Data supplied:
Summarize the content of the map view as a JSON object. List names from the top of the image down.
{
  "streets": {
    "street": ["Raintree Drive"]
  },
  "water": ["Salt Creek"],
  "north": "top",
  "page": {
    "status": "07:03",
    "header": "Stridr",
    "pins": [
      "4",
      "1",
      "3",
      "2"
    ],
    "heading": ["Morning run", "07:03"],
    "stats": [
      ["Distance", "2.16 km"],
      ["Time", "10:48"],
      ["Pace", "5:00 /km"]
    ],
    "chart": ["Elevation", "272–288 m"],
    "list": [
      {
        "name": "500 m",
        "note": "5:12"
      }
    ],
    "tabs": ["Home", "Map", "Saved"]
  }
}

---

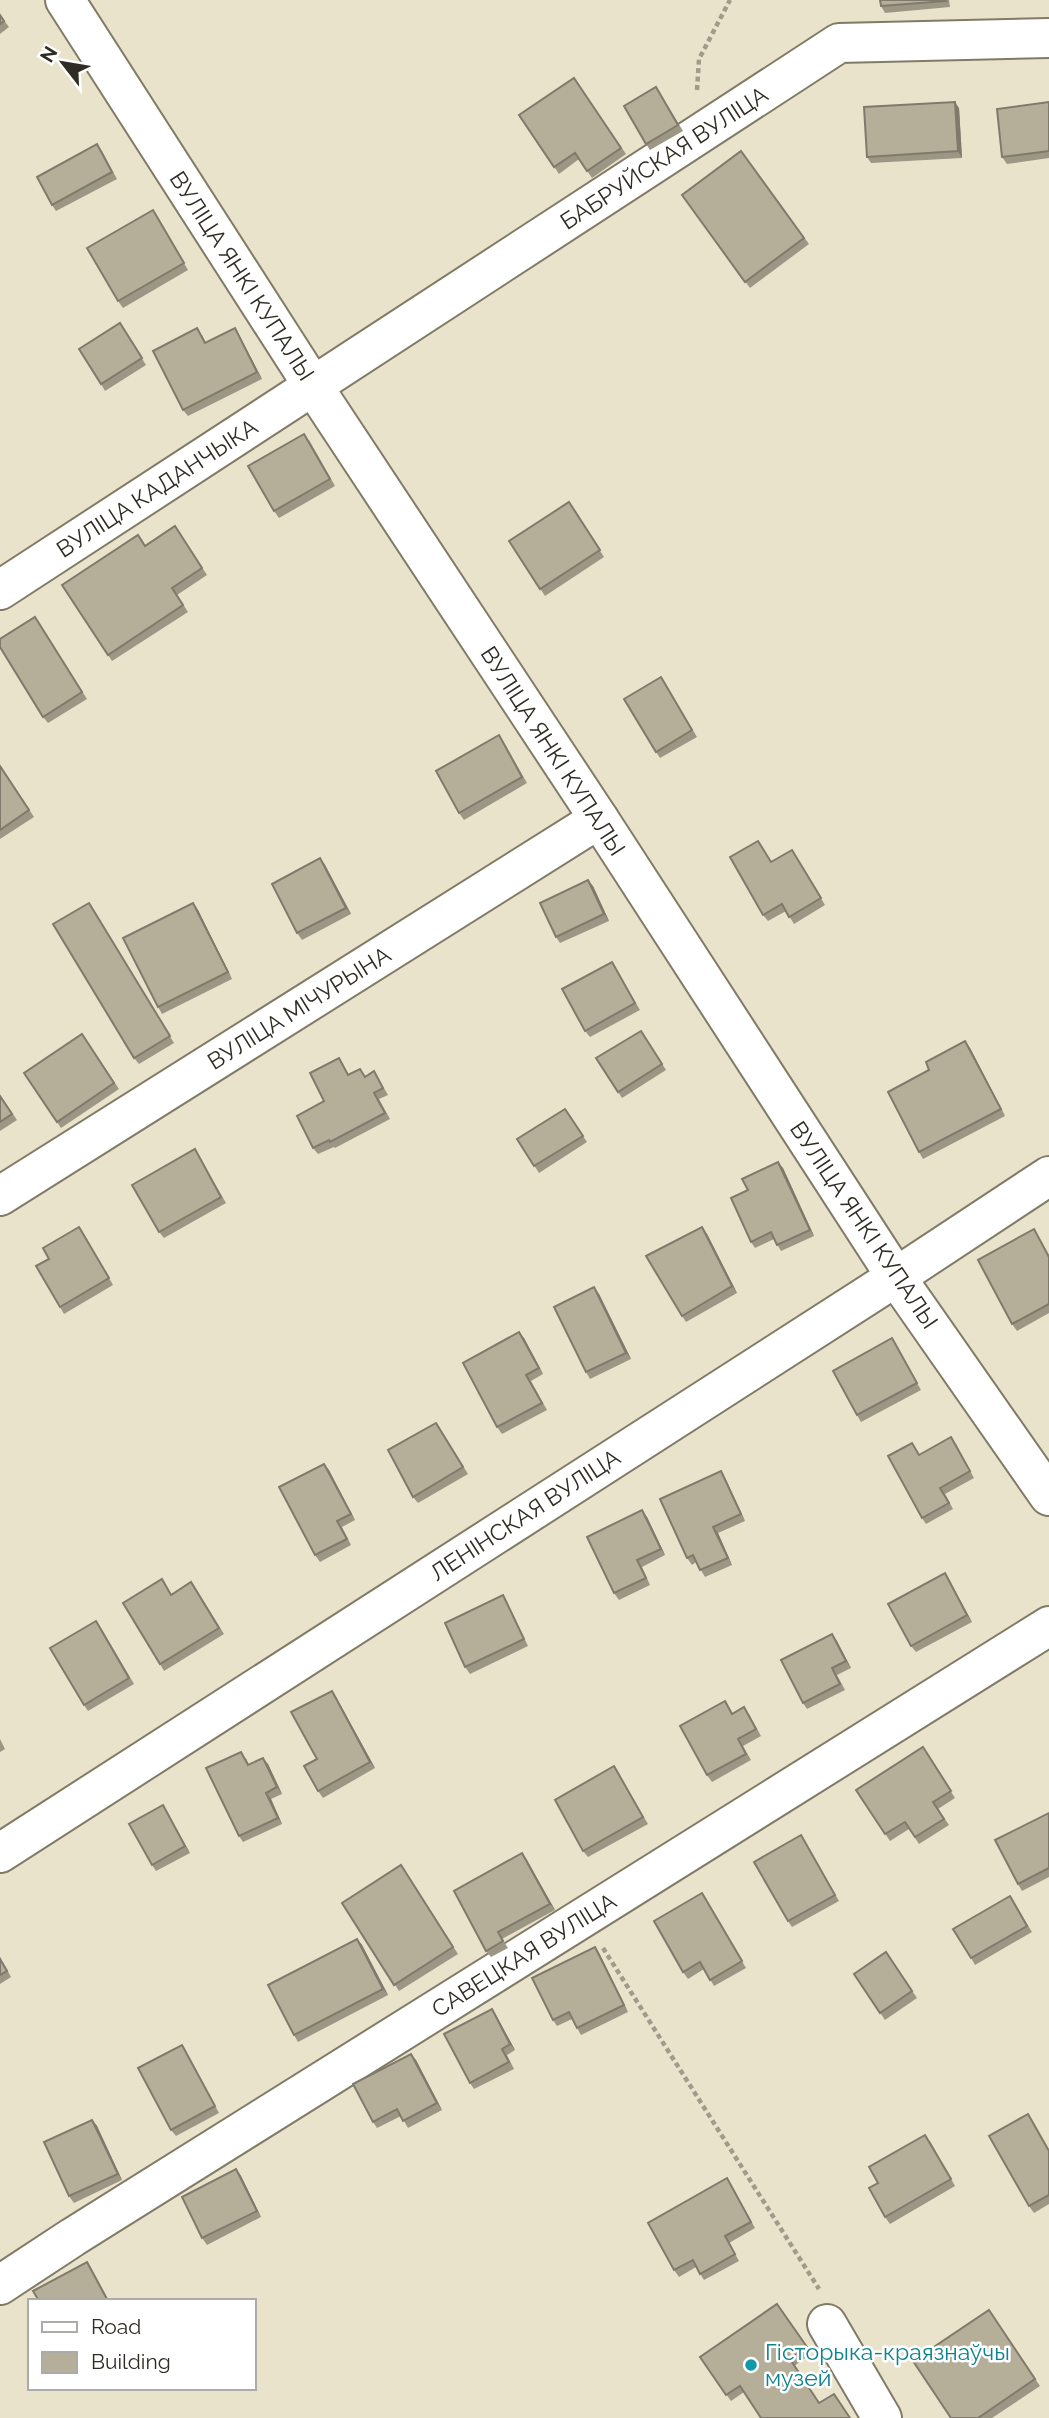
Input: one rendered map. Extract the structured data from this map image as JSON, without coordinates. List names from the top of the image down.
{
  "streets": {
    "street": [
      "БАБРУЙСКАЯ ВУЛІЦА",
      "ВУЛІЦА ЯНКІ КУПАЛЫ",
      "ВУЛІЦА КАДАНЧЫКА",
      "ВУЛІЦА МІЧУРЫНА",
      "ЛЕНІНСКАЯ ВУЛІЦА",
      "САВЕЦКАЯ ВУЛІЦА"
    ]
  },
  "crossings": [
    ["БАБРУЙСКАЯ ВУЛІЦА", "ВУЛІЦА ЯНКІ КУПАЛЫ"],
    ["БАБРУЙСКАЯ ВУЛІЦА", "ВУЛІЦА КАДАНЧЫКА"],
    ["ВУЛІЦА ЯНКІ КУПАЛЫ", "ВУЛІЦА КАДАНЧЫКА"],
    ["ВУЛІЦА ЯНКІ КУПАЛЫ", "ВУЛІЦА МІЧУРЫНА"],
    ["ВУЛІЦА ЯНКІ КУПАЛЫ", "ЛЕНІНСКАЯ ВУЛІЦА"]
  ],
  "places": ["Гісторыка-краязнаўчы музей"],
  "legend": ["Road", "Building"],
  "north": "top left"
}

What is needed: Find the lines in the data that include "ЛЕНІНСКАЯ", then copy each of them.

Solution to this exercise:
      "ЛЕНІНСКАЯ ВУЛІЦА",
    ["ВУЛІЦА ЯНКІ КУПАЛЫ", "ЛЕНІНСКАЯ ВУЛІЦА"]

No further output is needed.